- The Washington Times - Monday, March 7, 2016

Writing in the pages of National Review on Monday, a group of influential Catholic leaders made an appeal to their fellow believers not to vote for Republican primary front-runner Donald Trump.

“We urge our fellow Catholics and all our fellow citizens to reject his candidacy for the Republican presidential nomination by supporting a genuinely reformist candidate,” the letter pleads.

The primary authors of the missive, Princeton University professor Robert George and Ethics and Public Policy Center fellow George Weigel, said Mr. Trump is “manifestly unfit to be president of the United States” and does not represent Catholic values.

“His campaign has already driven our politics down to new levels of vulgarity,” the writers say. “His appeals to racial and ethnic fears and prejudice are offensive to any genuinely Catholic sensibility.”

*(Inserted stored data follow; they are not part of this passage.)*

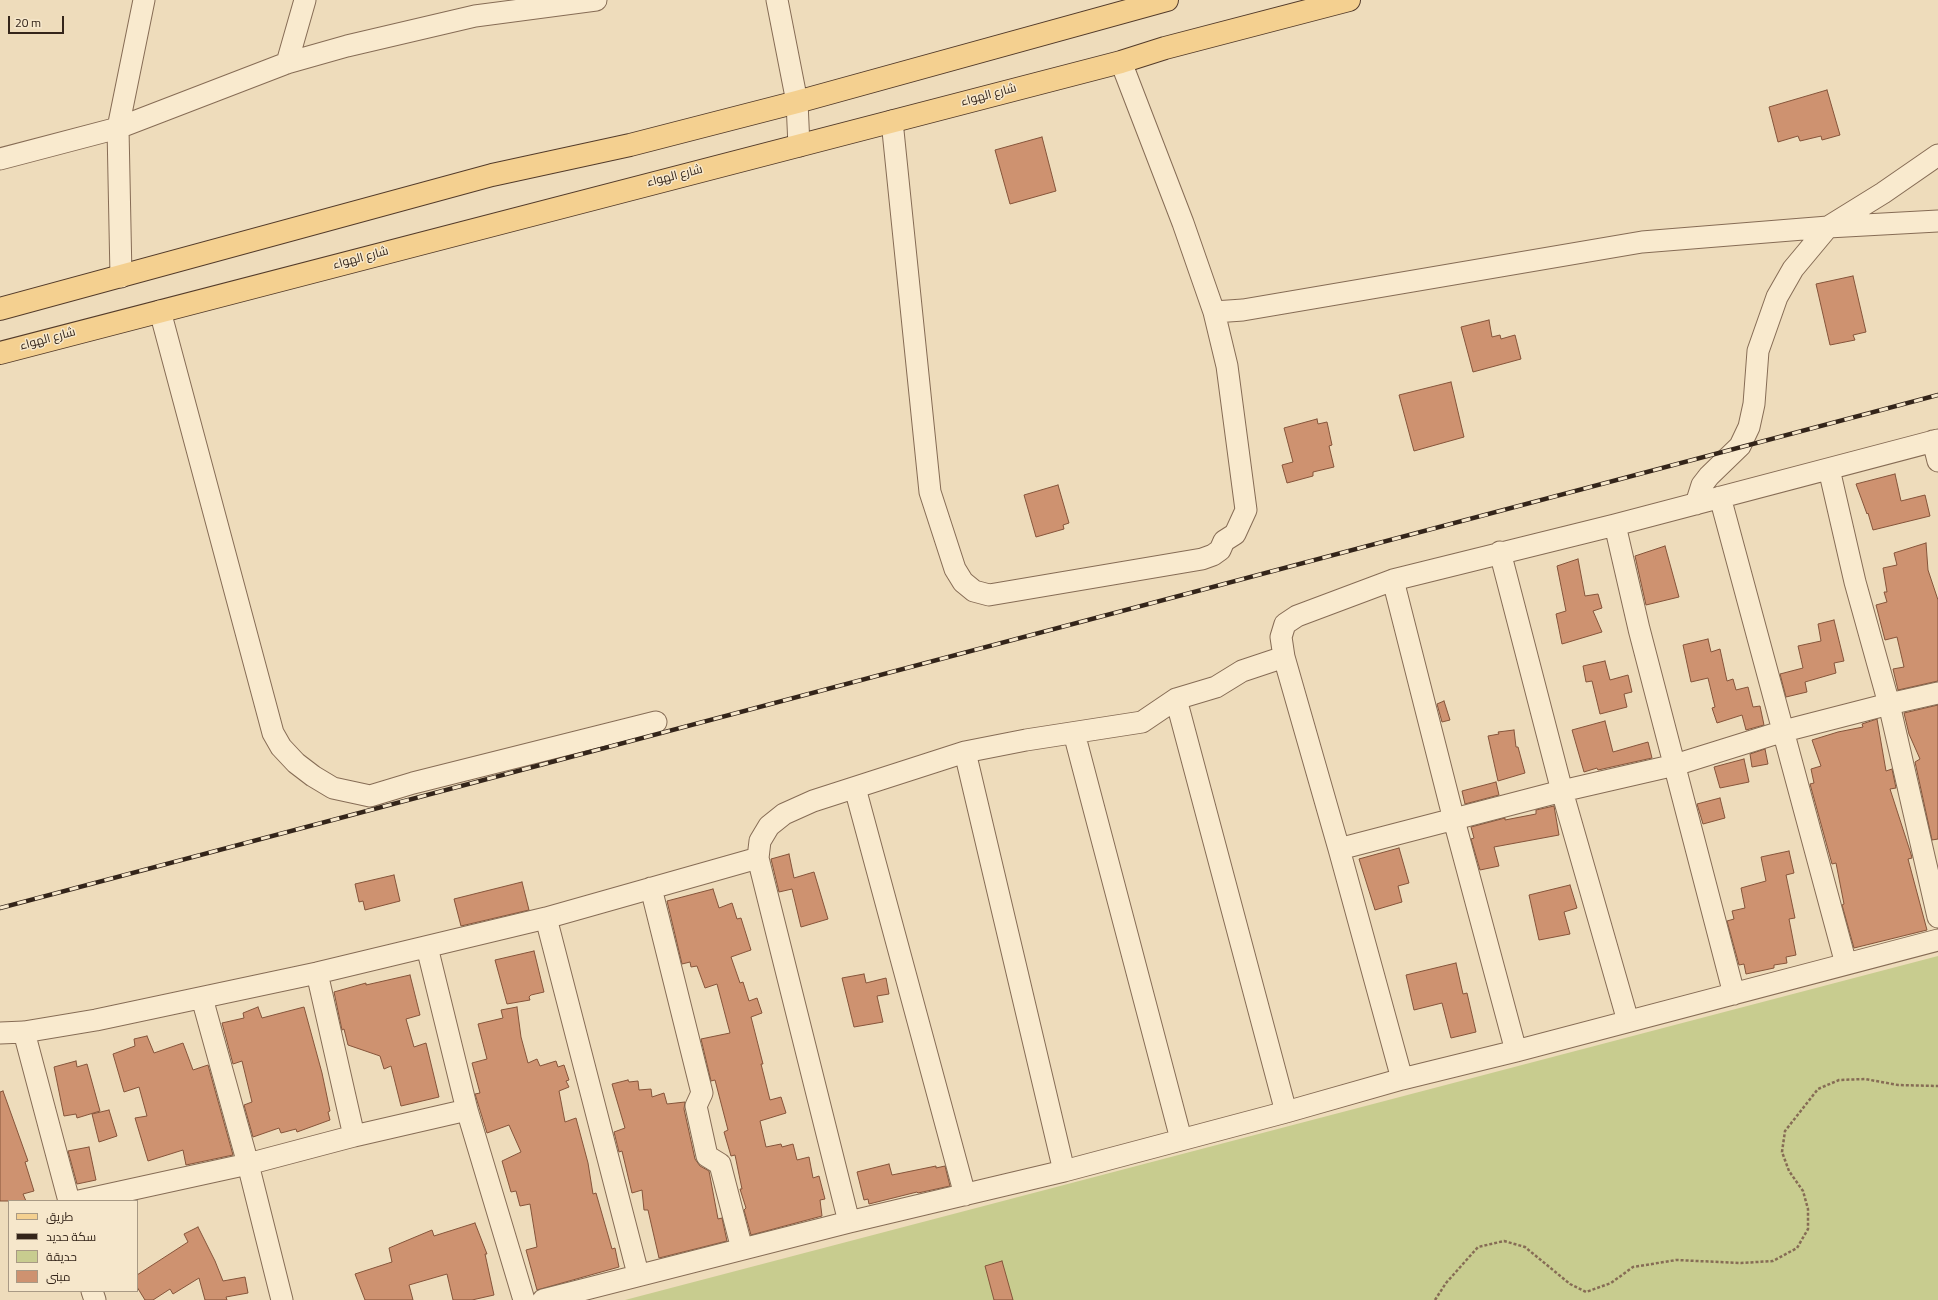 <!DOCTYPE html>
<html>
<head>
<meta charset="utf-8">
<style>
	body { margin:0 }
	#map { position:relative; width:1938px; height:1300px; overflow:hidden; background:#eedcbb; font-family:Georgia,Cairo,serif }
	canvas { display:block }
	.legend { position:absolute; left:8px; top:1200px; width:130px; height:92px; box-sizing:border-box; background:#f6e7cb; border:1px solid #a89984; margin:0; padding:5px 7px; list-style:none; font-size:12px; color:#34251a }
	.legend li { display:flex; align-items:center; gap:8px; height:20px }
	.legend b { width:20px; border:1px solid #a89984 }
	.scale { position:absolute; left:8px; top:16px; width:56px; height:18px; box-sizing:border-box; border:2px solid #34251a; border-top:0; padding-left:5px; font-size:12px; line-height:14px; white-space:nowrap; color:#34251a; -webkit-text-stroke:3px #f6e7cb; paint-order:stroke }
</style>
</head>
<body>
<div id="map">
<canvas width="1938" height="1300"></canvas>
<ul class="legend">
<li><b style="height:5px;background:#f4d090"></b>طريق</li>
<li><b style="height:5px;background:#34251a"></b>سكة حديد</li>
<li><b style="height:11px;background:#c8cc8f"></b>حديقة</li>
<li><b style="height:11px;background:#ce9270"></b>مبنى</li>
</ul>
<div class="scale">20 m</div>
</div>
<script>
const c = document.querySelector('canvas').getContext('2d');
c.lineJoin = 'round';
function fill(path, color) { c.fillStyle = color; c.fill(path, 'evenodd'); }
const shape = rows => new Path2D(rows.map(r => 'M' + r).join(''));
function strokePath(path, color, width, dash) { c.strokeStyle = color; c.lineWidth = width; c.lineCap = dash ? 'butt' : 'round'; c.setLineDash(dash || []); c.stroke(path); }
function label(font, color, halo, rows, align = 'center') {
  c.font = font + ' Georgia,Cairo,serif'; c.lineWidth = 3; c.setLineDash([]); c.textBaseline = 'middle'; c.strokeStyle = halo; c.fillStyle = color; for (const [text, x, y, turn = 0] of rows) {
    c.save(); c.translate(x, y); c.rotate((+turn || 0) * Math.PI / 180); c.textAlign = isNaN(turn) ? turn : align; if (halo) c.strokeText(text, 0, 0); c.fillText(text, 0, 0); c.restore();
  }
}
fill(shape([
	[1938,956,1938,1300,625,1300]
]), '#c8cc8f');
const building = shape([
	[1827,90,1840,135,1822,140,1821,136,1800,141,1798,136,1778,142,1769,107,1827,90],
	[1042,137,1056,191,1010,204,995,150,1042,137],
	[1853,276,1866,332,1853,335,1855,340,1830,345,1816,284,1853,276],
	[1489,320,1492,337,1500,335,1501,339,1515,335,1521,359,1473,372,1461,327,1489,320],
	[1451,382,1464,437,1414,451,1399,395,1451,382],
	[1317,419,1318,424,1327,422,1332,445,1329,446,1334,467,1313,472,1313,476,1287,483,1282,465,1293,462,1284,428,1317,419],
	[1895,474,1901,501,1925,495,1930,516,1873,530,1868,513,1867,514,1856,484,1895,474],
	[1058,485,1069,523,1063,525,1064,529,1036,537,1024,495,1058,485],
	[1926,543,1928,570,1938,600,1938,681,1898,690,1893,669,1904,667,1897,637,1885,640,1876,605,1887,602,1884,592,1887,592,1883,568,1897,565,1894,553,1926,543],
	[1665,546,1679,597,1646,605,1635,556,1665,546],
	[1578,559,1585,596,1598,594,1602,608,1593,611,1602,632,1562,644,1556,614,1566,611,1557,566,1578,559],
	[1834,620,1844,661,1834,663,1836,673,1805,682,1807,692,1786,697,1780,674,1803,668,1798,646,1821,641,1818,624,1834,620],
	[1708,639,1711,652,1720,649,1727,681,1733,679,1736,690,1748,687,1753,707,1760,706,1764,725,1746,730,1742,715,1717,723,1712,708,1715,707,1708,678,1691,682,1683,645,1708,639],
	[1605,661,1610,680,1628,675,1632,692,1624,694,1627,707,1600,714,1592,681,1586,682,1583,666,1605,661],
	[1444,701,1450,720,1442,722,1437,704,1444,701],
	[1938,705,1938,839,1932,840,1915,762,1920,759,1909,734,1904,713,1938,705],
	[1877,719,1886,771,1892,769,1896,788,1890,789,1911,854,1912,858,1908,859,1927,930,1854,948,1842,905,1844,904,1836,863,1832,864,1810,784,1814,783,1811,769,1821,766,1812,740,1838,732,1863,727,1862,724,1877,719],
	[1605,721,1613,752,1648,742,1652,758,1598,770,1597,768,1584,772,1572,730,1605,721],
	[1514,730,1516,747,1518,747,1525,773,1498,781,1488,736,1499,734,1498,732,1514,730],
	[1765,749,1768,764,1752,767,1750,754,1765,749],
	[1744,759,1749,782,1720,788,1714,767,1744,759],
	[1496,782,1499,795,1465,804,1462,791,1496,782],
	[1720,798,1725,818,1703,824,1697,804,1720,798],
	[1554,806,1559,835,1494,847,1499,866,1480,870,1471,839,1474,838,1471,827,1505,818,1505,820,1536,814,1536,810,1554,806],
	[1399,848,1409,883,1398,886,1402,902,1375,910,1359,859,1399,848],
	[1789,851,1794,873,1786,875,1795,918,1789,919,1796,955,1786,957,1787,963,1774,965,1774,968,1746,974,1744,964,1739,965,1727,921,1734,919,1732,911,1745,908,1741,888,1766,881,1761,857,1789,851],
	[789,854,794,878,814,872,828,919,801,927,792,889,779,892,771,859,789,854],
	[394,875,400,901,365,910,363,901,359,902,355,884,394,875],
	[522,882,529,910,461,926,454,899,522,882],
	[1570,885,1577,908,1564,912,1570,934,1539,940,1529,895,1570,885],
	[713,889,719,908,732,903,737,919,741,918,751,950,731,957,740,983,743,982,749,1001,757,998,762,1013,751,1017,763,1064,761,1064,770,1100,781,1097,786,1113,760,1121,766,1147,781,1144,782,1147,793,1144,797,1160,809,1157,813,1178,819,1176,825,1199,820,1200,822,1216,751,1235,744,1210,746,1208,740,1189,742,1189,735,1155,731,1156,724,1132,728,1130,715,1080,711,1081,701,1039,730,1033,717,984,705,988,697,966,691,967,690,962,682,964,667,901,713,889],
	[534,951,544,992,531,995,529,997,530,1000,507,1004,495,960,534,951],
	[1456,963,1463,994,1467,993,1476,1032,1451,1038,1442,1003,1414,1010,1406,975,1456,963],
	[864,974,866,983,886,978,889,994,877,996,883,1022,854,1027,842,978,864,974],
	[410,975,420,1015,406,1019,414,1047,426,1043,439,1097,401,1106,391,1066,384,1069,380,1056,348,1045,344,1029,342,1030,334,992,366,983,366,985,410,975],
	[258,1007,262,1018,304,1007,322,1073,330,1111,328,1112,330,1120,297,1132,296,1129,281,1133,279,1128,253,1137,244,1105,252,1102,242,1061,233,1064,222,1023,244,1018,243,1013,258,1007],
	[517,1007,521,1037,528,1063,537,1059,540,1066,556,1061,558,1067,564,1065,569,1080,566,1081,569,1087,559,1091,565,1122,576,1118,588,1163,593,1194,596,1193,612,1249,615,1248,619,1267,537,1290,526,1250,537,1247,530,1204,520,1206,516,1191,511,1192,502,1161,521,1152,509,1125,487,1133,475,1094,480,1093,472,1063,487,1059,478,1024,503,1018,501,1010,517,1007],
	[147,1036,154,1053,183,1043,193,1070,208,1065,233,1155,186,1165,183,1150,148,1161,135,1118,147,1116,139,1087,124,1092,113,1054,135,1046,134,1039,147,1036],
	[76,1061,77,1067,87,1064,100,1111,77,1118,76,1114,64,1116,54,1067,76,1061],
	[628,1080,629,1082,638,1081,639,1090,651,1089,652,1097,664,1093,667,1104,685,1102,684,1109,695,1159,700,1166,709,1171,718,1219,722,1218,727,1241,659,1258,648,1210,644,1210,642,1190,632,1193,622,1151,619,1152,614,1132,625,1128,612,1084,628,1080],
	[3,1091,28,1161,25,1162,34,1191,23,1194,26,1201,0,1201,0,1092,3,1091],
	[109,1110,117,1136,99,1142,92,1114,109,1110],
	[89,1147,96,1180,77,1184,68,1151,89,1147],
	[889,1164,892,1175,936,1166,936,1168,945,1166,950,1186,918,1193,917,1192,869,1204,868,1199,864,1200,857,1172,889,1164],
	[475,1223,487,1254,485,1254,494,1295,472,1300,453,1300,447,1274,409,1285,413,1300,365,1300,355,1274,392,1262,389,1248,432,1230,434,1236,475,1223],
	[198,1227,215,1261,223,1281,245,1277,248,1293,226,1297,227,1300,205,1300,199,1278,173,1294,170,1289,153,1300,145,1300,137,1287,137,1275,188,1242,184,1234,198,1227],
	[1002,1261,1013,1300,994,1300,985,1266,1002,1261]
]);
fill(building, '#ce9270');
strokePath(building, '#85543a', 1);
const minor = shape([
	[777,0,797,102,799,146],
	[287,63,305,0],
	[892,121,930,492,955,569,963,582,974,591,989,595,1202,559,1213,555,1220,550,1224,541,1235,534,1246,510,1227,366,1214,312,1183,223,1121,62],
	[0,159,118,128,287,63,347,46,475,16,596,0],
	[121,277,118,128,144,0],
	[160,311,273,733,281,747,296,763,313,776,333,788,370,796,413,783,656,722],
	[1214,312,1243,310,1642,242,1828,227,1938,221],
	[1933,441,1938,461],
	[1829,469,1855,582,1889,704,1938,917],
	[1720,497,1846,964],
	[1696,504,1702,485,1709,476,1740,446,1749,427,1754,404,1758,351,1777,297,1793,269,1828,227,1883,193,1938,155],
	[1615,525,1639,629,1734,994],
	[1500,552,1562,791,1628,1021],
	[1393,580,1454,820,1516,1051],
	[1176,699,1286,1112],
	[1074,733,1181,1139],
	[965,752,1064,1171],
	[855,788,965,1195],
	[1339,849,1562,791,1675,765,1784,731,1889,704,1938,693],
	[651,888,702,1093,696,1106,707,1156,720,1164,742,1249],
	[546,918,638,1274],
	[427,947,467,1110,524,1300],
	[317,973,354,1136],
	[202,998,248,1164,282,1300],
	[24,1032,69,1201],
	[0,1033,24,1032,96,1020,317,973,546,918,758,858],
	[1402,1079,1339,849,1284,657,1281,637,1285,624,1297,616,1393,580,1615,525,1938,440],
	[79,1201,248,1164,354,1136,467,1110],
	[849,1222,758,858,760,841,769,826,784,814,813,801,965,752,1026,740,1142,722,1176,699,1216,687,1242,671,1284,657],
	[92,1291,95,1300],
	[543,1300,849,1222,1064,1171,1286,1112,1402,1079,1516,1051,1938,940]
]);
const primary = shape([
	[0,309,492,175,630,145,797,102,1167,0],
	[0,353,1121,62,1165,48,1349,0]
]);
strokePath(minor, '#866c55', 23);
strokePath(primary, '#533b2a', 24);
strokePath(shape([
	[1435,1300,1446,1283,1478,1247,1504,1241,1525,1247,1570,1284,1586,1292,1611,1283,1633,1267,1652,1264,1676,1260,1741,1263,1773,1261,1797,1248,1808,1229,1808,1209,1803,1191,1789,1171,1782,1152,1785,1131,1818,1089,1839,1080,1865,1079,1898,1085,1938,1086]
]), '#866c55', 2.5, [3, 2]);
strokePath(minor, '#f9eace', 21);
strokePath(primary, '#f4d090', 22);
const rail = shape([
	[0,908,1938,395]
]);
strokePath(rail, '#34251a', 4.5);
strokePath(rail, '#f6e7cb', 3, [9]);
label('12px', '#34251a', '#f6e7cb', [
	["شارع الهواء",989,96,-15],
	["شارع الهواء",675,177,-14],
	["شارع الهواء",361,259,-15],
	["شارع الهواء",48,340,-15]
]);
</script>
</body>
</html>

“And there is nothing in his campaign or previous record that gives us grounds for confidence that he genuinely shares our commitments to the right to life, to religious freedom and the rights of conscience, to rebuilding the marriage culture, or to subsidiarity and the principle of limited constitutional government,” the letter continues.

The letter is signed by dozens of prominent Catholic thought leaders, including the Heritage Foundation’s Ryan T. Anderson, Brian Burch, president of CatholicVote.org, and Ann Corkery, founder of Catholic Voices USA.

The plea comes after polls that show Mr. Trump with a surprising level of support among Catholic Republicans.